Therapie

Epilepsie-Chirurgie

Die auf Heilung der Epilepsie abzielende Entfernung von Hirngewebe, das für die Anfallsentstehung verantwortlich ist, oder die auf Verbesserung der Situation abzielende Durchtrennung von Nervenfasern, über die sich anfallsartiges Geschehen im Gehirn ausbreitet, wurde im vergangenen Jahrhundert als sichere und erfolgreiche Behandlungsstrategie international etabliert.

Im Rahmen der prächirurgischen Epilepsiediagnostik, müssen folgende Fragen beantwortet werden:

  • Handelt es sich wirklich um Epilepsie?
  • Ist diese Epilepsie medikamentenresistent?
  • Können diese Anfälle prinzipiell operativ behandelt werden?
  • Lässt sich der Anfallsursprung (Fokus) genauer eingrenzen?
  • Kann die Schädigung anderer Funktionen durch eine Operation ausgeschlossen werden?
  • Ist das Verhältnis von Chance und Risiko verglichen mit einer nicht-operativen Therapie günstig?

Nach Abschluss der Untersuchungen werden alle Befunde ausführlich mit dem Patienten und seiner Familie besprochen, um eine fundierte Entscheidung für oder gegen eine Operation zu ermöglichen.

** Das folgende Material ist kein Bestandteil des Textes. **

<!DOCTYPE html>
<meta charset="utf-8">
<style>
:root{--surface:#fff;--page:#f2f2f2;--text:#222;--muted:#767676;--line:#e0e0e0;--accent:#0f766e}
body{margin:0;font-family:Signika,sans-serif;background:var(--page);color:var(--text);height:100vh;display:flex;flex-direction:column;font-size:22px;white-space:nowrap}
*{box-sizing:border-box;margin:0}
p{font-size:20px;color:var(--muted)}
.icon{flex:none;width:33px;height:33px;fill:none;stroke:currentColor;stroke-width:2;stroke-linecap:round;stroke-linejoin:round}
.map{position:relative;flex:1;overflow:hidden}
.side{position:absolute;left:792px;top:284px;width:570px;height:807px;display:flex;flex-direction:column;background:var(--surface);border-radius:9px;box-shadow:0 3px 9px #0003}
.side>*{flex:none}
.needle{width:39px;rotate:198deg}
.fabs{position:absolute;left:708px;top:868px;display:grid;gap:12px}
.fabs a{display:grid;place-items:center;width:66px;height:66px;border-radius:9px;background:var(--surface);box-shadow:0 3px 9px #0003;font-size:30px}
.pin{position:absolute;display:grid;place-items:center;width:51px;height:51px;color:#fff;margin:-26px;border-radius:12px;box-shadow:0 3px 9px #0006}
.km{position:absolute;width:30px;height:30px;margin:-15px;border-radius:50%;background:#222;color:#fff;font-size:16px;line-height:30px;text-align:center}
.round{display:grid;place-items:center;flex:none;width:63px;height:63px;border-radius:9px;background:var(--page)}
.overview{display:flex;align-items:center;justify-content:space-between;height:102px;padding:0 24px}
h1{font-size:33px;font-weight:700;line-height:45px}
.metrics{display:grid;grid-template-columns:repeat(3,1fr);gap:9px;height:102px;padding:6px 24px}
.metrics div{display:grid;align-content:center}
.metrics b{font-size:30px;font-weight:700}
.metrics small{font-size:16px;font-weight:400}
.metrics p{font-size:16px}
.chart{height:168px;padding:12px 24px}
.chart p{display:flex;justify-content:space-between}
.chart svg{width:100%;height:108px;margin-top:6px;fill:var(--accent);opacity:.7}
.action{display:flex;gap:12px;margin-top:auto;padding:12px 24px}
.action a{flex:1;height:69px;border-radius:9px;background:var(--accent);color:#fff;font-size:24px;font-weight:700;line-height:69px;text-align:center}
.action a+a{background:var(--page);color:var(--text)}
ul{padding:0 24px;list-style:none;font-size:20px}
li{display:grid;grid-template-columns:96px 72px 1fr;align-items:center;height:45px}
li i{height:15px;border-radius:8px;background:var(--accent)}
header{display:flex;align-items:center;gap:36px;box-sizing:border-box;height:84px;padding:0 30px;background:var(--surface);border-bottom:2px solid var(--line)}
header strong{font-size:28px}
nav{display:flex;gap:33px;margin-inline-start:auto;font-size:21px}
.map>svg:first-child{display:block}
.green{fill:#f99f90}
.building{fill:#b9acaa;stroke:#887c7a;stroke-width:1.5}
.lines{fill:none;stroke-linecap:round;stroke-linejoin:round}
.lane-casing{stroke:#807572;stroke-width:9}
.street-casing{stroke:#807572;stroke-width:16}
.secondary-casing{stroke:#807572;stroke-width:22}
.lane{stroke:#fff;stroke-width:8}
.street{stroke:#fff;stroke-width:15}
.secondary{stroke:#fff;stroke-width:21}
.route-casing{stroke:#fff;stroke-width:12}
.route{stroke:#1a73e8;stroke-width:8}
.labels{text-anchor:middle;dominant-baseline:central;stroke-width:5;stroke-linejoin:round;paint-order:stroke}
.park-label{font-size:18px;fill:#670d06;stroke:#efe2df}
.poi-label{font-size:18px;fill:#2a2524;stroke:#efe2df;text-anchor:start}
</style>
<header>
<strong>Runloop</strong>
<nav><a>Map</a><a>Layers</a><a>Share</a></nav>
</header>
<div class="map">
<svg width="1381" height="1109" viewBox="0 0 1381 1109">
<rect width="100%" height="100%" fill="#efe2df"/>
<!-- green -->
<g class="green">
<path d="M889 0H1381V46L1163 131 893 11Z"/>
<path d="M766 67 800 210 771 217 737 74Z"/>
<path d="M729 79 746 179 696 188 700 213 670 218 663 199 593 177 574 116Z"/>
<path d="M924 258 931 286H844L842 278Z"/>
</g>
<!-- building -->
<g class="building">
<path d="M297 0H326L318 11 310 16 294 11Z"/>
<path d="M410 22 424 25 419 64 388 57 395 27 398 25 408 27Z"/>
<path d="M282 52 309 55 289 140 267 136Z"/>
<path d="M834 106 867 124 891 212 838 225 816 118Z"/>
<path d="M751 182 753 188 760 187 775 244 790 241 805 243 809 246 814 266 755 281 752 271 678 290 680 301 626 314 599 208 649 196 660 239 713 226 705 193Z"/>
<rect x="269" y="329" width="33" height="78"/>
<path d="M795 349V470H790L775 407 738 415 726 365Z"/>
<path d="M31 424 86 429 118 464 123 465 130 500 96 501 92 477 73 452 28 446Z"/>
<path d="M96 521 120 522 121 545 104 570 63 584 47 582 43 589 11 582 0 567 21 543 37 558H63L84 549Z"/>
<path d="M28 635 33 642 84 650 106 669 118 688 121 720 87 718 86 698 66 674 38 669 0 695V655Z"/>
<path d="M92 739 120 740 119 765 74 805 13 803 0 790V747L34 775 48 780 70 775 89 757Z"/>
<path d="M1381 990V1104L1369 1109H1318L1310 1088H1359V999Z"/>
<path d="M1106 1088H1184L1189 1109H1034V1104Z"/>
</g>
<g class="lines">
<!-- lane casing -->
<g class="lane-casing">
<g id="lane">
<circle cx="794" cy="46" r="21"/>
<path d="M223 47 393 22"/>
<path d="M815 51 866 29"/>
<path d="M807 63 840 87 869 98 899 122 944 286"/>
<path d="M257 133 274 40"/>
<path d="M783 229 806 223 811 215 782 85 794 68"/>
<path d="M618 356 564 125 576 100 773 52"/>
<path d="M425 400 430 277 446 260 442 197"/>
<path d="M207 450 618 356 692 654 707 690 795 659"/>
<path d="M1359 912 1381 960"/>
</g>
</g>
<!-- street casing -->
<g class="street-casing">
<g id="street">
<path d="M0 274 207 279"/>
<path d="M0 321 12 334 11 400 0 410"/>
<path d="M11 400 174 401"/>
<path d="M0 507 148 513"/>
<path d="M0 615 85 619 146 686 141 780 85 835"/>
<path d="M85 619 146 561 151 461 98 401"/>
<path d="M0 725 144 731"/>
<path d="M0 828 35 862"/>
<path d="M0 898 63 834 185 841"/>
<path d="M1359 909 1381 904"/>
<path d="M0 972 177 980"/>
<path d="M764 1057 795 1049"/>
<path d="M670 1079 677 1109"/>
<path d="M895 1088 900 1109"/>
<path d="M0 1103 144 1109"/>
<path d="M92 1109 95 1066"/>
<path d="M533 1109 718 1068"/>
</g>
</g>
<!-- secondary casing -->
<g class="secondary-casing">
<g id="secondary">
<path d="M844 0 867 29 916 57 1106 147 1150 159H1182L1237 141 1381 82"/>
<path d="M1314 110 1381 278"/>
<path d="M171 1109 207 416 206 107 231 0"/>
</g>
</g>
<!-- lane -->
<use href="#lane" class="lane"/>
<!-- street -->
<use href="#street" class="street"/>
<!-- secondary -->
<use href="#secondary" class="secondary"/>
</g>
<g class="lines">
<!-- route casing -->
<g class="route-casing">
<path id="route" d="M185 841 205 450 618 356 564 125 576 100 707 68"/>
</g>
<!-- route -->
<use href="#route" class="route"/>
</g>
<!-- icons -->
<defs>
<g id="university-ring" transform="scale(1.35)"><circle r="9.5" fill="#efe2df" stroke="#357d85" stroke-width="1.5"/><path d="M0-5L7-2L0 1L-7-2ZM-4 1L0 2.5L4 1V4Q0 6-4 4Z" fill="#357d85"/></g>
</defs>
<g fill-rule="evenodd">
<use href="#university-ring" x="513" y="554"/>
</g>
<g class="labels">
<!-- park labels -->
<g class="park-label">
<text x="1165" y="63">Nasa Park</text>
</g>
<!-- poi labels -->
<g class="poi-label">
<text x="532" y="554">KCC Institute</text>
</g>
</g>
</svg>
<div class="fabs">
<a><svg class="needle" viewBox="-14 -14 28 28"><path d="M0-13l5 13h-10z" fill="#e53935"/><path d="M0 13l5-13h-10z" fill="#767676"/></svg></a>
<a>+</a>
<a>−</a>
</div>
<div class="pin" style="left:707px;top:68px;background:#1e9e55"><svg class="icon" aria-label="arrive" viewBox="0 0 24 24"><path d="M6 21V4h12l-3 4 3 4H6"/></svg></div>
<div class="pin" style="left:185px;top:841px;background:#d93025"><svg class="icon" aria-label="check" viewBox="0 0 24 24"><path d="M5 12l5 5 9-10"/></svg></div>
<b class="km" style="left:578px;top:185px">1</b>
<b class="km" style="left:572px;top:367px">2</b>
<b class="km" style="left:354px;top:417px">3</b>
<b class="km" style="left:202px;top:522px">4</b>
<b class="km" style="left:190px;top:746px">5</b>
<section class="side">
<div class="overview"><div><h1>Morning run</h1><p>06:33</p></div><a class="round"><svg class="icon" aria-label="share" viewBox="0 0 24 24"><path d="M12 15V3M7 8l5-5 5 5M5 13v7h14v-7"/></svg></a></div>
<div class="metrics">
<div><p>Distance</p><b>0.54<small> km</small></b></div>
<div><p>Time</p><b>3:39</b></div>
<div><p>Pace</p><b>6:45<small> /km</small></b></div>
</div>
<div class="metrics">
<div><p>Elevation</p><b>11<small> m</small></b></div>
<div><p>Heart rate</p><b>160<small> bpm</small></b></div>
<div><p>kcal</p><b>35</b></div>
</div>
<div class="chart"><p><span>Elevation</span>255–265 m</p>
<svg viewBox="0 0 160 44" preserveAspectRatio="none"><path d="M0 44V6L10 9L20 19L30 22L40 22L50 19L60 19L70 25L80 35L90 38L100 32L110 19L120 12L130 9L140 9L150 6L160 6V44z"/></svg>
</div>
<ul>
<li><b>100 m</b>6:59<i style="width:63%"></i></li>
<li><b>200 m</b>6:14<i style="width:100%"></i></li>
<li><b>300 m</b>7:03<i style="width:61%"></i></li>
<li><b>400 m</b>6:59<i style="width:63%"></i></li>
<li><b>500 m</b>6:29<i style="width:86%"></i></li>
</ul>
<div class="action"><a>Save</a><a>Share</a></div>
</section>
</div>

In enger Kooperation mit der Neurochirurgie der Beta Klinik lassen sich alle Diagnoseverfahren zur Vorbereitung auf die Epilepsiechirurgie – auch die Implantation stereotaktischer Elektrode zur Lokalisation des Epilepsieherdes – umsetzten. Mittels MRT geführter Laserablation sind diese epilepsiechirurgischen Eingriffe besonders schonend.

Umfangreiche Informationen zur Epilepsiechirurgie für Fachleute und Patienten/-innen bietet seit Februar 2015 das europäische Projekt “e-pilepsy.eu”.

Epilepsiechirurgische Verfahren

Epilepsiechirurgische Verfahren zur Behandlung von pharmakoresistenten Epilepsien

Strategien:

  • kurativ: Entfernung des Gehirnareals, das die Anfälle erzeugt mittels Fokus-Resektion
  • palliativ: Unterbrechung der Nervenbahnen, über die sich die Anfallsaktivität ausbreitet mittels Diskonnektion
  • Kombination von Resektion und Diskonnektion
  • Fokus-Resektion
  • erweiterte Läsionektomie: Entfernung einer hirnstrukturellen Aufälligkeit, in deren Umgebung die Anfälle beginnen
  • Lobektomie: Entfernung eines Hirnlappens (lobus)
  • selektive Amygdalahippocampektomie: Entfernung von Hippocampus und Mandelkern (Amygdala)
  • Topektomie: Entfernung von Hirngewebe, in dem die Anfälle beginnen, das hirnstrukturell aber unauffällig erscheint
  • Hemisphärektomie: Entfernung einer Hirnhälfte

Es ist bei größeren Eingriffen auch möglich, das Hirngewebe nicht zu entnehmen, sondern es – weiterhin von Blutgefäßen versorgt – im Schädel zu belassen, aber sämtliche Nervenbahnen zu trennen: Lobotomie (Absetzung eines Hirnlappens), Hemisphärotomie bzw. funktionelle Hemisphärektomie (Hirnhälfte)

  • Diskonnektion
  • Callosotomie (split brain): Durchtrennung des vorderen, hinteren oder des kompletten “Balken”, der die Hirnhälften miteinander verbindet
  • multiple subpiale Transsektionen: senkrechte Durchtrennungen in der Hirnrinde ohne Gewebeentnahme.

Vagusnerv-Stimulation

Der X. Hirnnerv (Nervus vagus) versorgt die vegetativen Organe im Schlund, im Brustraum und im oberen Bauchraum und sendet Signale von dort zum Gehirn. Diesen Signalweg macht man sich bei der Vagusnerv-Stimulation (VNS) zunutze: Der Vagus lässt sich im Hals-/Nackenbereich sehr gut freipräparieren, sodass man eine Elektrode sicher befestigen kann. Ein Kabel wird unterhalb der Haut mit einem Pulsgenerator verbunden, der – wie ein Herzschrittmacher – in die Brustwand implantiert wird. Dieser Stimulator gibt nun regelmäßig einen elektrischen Reiz an den Vagusnerven (z.B. alle 5 Minuten für 30 Sekunden). Der Vagusnerv hat vielfältige Verbindungen in das ganze Gehirn.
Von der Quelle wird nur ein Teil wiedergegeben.